Yukarı Çık
Bildirimler
Şu anda, yeni bir bildirim mevcut değil!

Yeni bildirim olduğu zaman tam olarak burada karşına çıkacak.

3 dakika okunma süresi

5

Bloodhunt: Vampirlerin Savaş Arenasında Hayatta Kalma Mücadelesi

Kanlı arenada vampirler hayatta kalacak mı, yoksa dişlerini kaybedecek mi? Gelin, bu kanlı komediye tanık olun!

admin

4 saat önce

Bloodhunt: Vampirlerin Savaş Arenasında Hayatta Kalma Mücadelesi

Vampire: The Masquerade serisi ile battle royale kelimelerini yan yana getirmek, sanki bir vampirin sarmaşıkla tango yapmaya çalışması gibidir. Yani her ne kadar birbirleriyle uyumlu gibi durmasalar da, günümüz video oyun dünyasında bu tür birleşimlerin popülerliği dikkat çekiyor. Şimdi Bloodhunt ile bu farklı tatların bir araya geldiği bir battle royale deneyimi kapımıza dayanmışken, elbette ki yeni nesil savaşçıları arasında nasıl geçiş yapacağımızı düşünmeliyiz. Ama sabırlı olun, ilk olarak bilgisayar gereksinimlerine bir göz atalım, zira bazıları üzerine oturmuş bir ağaç gibi oyunu oynamak için yeterince güçlü olmayabilir!

Öncelikle oyunumuzun minimum sistem gereksinimlerine baktığımızda, Windows 10 64-bit işletim sistemi ile başlıyoruz. Üzerine bir Intel i5-8600 veya bir Ryzen 1600X işlemci eklemek, minik bir vampir karşılaşmasına hazır olmanızı sağlayacak. Hafızanızın da 16 GB olması gerekiyor; bu, o kıyametin ortasında yaşanan anlık düşüşleri kaldıramayacak kadar kalabalık olmanız için önemli. Tabii ki, bir de GTX 1070 veya RX 5600 XT gibi üst düzey bir ekran kartına sahip olmanız da elzem. Yukarıda belirtildiği gibi, aç kalmamayı başarmak için kesinlikle 20 GB boş alan bırakmalısınız; bu sayede Karanlıklar Dünyası’nın derinliklerine inebileceksiniz.
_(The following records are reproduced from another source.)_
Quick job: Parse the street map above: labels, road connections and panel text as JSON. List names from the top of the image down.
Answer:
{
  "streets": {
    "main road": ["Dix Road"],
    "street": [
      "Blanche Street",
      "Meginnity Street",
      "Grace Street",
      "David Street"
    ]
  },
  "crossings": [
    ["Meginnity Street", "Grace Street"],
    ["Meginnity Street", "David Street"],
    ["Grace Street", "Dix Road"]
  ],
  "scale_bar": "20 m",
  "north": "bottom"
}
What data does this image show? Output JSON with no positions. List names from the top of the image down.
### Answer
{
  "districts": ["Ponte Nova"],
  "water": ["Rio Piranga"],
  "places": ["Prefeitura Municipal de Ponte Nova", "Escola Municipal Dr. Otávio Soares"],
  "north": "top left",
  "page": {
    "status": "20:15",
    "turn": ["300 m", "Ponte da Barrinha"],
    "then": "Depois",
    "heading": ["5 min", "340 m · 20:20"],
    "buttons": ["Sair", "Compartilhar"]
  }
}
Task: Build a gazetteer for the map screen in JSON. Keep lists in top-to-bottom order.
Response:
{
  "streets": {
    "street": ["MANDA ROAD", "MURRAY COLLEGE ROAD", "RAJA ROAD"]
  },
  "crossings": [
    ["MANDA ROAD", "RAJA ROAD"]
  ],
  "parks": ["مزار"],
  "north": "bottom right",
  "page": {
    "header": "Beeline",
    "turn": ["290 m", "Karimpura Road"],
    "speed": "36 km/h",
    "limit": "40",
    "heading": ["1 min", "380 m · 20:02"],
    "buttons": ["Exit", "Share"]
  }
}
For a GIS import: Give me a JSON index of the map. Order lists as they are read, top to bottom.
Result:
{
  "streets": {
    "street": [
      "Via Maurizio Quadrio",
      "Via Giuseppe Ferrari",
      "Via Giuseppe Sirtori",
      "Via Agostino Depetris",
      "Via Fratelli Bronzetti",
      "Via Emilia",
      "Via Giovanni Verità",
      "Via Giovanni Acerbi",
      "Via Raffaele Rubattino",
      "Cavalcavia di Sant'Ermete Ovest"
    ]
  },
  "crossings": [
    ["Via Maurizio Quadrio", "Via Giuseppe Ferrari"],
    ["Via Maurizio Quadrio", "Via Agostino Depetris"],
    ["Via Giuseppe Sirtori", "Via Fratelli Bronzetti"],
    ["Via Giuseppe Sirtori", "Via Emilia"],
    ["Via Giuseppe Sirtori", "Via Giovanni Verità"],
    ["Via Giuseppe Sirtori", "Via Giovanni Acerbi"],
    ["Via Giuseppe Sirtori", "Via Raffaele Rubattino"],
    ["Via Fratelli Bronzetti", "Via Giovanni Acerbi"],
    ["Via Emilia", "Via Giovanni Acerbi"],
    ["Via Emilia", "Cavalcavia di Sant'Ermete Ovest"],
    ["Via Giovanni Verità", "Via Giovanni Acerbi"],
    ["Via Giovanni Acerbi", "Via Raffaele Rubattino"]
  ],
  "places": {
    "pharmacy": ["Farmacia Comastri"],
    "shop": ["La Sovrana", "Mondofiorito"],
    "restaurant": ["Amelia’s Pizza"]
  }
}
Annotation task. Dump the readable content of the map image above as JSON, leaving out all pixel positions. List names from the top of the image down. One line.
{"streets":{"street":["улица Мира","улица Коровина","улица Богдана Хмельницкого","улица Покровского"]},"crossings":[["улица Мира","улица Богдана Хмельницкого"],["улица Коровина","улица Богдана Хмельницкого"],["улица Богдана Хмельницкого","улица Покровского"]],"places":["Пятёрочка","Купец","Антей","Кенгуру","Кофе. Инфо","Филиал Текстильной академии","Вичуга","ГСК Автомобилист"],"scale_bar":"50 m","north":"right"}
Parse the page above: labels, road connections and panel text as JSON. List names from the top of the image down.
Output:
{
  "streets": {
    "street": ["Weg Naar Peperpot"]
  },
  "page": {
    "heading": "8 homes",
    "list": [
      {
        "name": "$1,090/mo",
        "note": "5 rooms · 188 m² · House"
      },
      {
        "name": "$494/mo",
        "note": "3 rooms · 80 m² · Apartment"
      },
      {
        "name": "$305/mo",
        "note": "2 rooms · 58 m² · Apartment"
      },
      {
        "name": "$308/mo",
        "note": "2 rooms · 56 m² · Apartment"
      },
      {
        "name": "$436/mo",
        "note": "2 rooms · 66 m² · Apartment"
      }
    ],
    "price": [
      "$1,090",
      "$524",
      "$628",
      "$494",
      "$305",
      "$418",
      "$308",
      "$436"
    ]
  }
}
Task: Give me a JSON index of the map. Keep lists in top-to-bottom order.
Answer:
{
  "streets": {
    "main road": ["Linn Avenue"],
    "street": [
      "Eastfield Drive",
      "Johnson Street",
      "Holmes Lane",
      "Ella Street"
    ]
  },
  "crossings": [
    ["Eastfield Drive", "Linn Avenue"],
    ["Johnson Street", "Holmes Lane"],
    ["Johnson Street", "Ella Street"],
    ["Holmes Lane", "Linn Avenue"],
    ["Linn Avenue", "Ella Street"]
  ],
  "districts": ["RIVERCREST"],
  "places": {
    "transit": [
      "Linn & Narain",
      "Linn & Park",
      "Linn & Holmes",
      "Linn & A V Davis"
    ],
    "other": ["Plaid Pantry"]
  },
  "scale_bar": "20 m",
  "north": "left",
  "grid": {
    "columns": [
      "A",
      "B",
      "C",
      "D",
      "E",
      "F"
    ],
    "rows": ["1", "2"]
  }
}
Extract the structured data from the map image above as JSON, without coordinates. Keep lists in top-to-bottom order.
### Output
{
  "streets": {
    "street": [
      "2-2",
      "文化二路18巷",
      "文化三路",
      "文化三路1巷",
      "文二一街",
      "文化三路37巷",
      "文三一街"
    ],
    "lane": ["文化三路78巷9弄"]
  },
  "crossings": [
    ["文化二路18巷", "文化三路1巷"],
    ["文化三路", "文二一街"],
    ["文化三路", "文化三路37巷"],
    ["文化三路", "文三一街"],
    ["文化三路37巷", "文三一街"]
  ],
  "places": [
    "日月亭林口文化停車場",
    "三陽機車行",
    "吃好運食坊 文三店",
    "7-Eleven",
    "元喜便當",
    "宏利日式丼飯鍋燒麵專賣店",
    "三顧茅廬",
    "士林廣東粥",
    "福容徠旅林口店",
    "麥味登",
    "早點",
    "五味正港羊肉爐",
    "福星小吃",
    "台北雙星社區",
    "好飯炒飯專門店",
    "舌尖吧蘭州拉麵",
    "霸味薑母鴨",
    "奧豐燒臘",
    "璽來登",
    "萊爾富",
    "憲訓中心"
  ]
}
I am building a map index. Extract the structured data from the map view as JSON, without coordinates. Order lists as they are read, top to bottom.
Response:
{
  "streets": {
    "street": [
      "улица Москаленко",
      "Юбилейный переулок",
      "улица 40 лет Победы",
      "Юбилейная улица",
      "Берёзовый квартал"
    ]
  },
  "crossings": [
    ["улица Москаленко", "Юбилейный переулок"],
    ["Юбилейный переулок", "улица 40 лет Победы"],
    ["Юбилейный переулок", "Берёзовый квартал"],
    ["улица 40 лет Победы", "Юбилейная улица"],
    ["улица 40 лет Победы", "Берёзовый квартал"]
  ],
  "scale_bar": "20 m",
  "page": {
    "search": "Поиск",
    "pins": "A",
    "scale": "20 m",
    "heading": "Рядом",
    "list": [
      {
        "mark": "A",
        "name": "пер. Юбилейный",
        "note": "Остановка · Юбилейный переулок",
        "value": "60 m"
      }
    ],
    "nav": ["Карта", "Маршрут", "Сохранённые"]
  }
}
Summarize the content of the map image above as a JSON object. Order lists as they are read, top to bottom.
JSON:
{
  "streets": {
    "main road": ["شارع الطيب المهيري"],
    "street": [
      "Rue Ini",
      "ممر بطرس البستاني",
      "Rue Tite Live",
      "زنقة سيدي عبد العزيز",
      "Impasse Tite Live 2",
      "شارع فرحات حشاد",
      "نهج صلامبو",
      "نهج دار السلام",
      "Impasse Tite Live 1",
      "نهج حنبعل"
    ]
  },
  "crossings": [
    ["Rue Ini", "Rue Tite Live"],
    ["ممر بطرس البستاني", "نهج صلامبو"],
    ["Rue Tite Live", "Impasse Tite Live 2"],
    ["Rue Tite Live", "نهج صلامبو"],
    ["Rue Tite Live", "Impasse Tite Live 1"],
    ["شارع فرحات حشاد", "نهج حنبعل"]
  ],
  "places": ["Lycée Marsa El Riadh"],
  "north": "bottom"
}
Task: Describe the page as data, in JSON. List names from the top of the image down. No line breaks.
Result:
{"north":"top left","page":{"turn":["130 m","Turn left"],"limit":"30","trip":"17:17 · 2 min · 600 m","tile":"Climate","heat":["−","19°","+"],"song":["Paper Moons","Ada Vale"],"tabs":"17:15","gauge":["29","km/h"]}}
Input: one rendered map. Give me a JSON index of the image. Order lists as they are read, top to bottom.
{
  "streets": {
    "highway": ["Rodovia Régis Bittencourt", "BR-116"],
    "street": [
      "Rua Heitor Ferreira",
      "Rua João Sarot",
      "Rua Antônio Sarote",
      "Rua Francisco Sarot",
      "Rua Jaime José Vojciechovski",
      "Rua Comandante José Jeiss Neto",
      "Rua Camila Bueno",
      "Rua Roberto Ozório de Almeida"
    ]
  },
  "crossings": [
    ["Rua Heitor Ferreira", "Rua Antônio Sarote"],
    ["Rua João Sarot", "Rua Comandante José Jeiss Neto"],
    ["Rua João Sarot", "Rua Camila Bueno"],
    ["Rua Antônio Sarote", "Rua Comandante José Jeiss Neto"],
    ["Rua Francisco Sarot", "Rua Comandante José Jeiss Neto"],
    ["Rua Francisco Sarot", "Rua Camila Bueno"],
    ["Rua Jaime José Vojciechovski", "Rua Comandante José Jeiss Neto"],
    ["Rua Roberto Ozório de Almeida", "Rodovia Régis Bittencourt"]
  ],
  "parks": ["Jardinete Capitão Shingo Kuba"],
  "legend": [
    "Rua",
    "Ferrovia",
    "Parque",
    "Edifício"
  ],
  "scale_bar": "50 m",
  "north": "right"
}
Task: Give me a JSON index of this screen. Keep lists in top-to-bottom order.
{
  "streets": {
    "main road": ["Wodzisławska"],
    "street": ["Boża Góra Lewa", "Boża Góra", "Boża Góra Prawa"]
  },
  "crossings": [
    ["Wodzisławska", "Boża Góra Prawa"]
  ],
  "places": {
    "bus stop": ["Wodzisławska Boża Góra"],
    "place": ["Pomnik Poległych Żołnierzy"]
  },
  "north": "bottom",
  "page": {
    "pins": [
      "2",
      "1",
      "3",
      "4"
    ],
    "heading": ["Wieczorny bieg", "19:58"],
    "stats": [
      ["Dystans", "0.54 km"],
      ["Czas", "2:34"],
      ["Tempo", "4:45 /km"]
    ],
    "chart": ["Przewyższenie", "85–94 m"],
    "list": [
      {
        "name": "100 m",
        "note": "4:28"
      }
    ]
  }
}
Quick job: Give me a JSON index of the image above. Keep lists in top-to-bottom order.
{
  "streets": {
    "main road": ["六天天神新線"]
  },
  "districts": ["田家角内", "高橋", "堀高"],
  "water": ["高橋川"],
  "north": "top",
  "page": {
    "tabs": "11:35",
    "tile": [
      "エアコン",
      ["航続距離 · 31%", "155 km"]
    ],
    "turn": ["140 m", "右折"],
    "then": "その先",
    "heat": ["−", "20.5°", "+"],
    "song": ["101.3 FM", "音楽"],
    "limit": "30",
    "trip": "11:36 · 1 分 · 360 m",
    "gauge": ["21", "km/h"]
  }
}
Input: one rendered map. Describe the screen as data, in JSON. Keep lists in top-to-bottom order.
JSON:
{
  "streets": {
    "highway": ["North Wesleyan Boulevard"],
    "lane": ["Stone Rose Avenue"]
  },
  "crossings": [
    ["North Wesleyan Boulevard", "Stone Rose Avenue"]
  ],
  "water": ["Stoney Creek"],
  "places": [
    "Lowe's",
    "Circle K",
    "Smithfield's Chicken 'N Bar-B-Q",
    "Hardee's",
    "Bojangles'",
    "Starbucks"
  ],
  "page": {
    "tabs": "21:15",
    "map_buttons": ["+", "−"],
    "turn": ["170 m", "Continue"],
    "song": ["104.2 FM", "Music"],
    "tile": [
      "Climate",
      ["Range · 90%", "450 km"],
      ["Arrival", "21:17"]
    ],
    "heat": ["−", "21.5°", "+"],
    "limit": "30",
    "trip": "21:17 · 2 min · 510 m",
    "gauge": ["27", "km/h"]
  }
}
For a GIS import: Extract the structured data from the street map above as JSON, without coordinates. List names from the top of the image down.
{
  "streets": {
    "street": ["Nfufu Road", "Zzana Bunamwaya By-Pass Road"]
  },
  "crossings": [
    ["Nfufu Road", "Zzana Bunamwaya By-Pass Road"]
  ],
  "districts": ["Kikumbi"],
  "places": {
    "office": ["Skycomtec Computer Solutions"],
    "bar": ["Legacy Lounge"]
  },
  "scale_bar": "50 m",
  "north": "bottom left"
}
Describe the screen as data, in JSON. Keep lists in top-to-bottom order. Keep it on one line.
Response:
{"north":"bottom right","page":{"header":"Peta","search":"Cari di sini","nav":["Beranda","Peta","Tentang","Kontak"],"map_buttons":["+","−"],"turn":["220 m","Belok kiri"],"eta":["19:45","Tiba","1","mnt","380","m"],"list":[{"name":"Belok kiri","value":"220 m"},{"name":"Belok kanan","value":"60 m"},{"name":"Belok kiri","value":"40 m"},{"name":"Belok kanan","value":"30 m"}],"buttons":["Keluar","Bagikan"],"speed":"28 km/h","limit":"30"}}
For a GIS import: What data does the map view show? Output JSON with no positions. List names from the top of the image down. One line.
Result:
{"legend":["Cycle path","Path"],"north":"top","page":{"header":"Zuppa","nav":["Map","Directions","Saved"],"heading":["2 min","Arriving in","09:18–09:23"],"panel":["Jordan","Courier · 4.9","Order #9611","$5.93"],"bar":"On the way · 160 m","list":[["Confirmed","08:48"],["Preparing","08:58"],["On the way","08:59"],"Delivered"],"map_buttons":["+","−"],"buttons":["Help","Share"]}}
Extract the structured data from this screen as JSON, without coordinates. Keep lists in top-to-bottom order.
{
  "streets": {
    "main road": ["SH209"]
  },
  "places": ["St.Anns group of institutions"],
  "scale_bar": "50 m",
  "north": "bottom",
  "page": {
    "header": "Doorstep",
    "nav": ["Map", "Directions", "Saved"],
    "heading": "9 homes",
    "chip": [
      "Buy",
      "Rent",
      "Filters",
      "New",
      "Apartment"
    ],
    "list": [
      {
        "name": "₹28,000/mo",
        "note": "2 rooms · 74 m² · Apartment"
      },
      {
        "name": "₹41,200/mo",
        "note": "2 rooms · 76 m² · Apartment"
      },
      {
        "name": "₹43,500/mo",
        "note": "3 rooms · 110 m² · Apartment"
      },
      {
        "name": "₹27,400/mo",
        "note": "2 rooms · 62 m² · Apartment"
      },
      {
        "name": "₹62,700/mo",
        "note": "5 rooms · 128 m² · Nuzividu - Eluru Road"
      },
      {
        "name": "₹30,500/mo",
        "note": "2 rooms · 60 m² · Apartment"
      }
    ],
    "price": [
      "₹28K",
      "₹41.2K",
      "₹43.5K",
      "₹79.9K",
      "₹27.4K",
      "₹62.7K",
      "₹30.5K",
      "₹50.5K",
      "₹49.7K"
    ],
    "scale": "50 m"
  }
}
Şimdi önerilen sistem gereksinimlerine göz atmamız gerektiği konusunda hiç şüphe yok. Burada da Windows 10 64-bit işletim sistemi ile yolculuğumuza devam ediyoruz, ama bu sefer bizden daha güçlü bir arkadaş istiyor: Intel i7-8700K veya Ryzen 5 3600X. Yine 16 GB hafıza yeterli ama ekran kartı kısmında bizi RTX 2060 Super veya RX 5700 XT gibi güzel canavarlara yönlendiriyor. Tüm bu bilgiler, oyunun keyfini gün ışığında, yani vampirlerin en nefret ettiği anlarda çıkarmanız içindir!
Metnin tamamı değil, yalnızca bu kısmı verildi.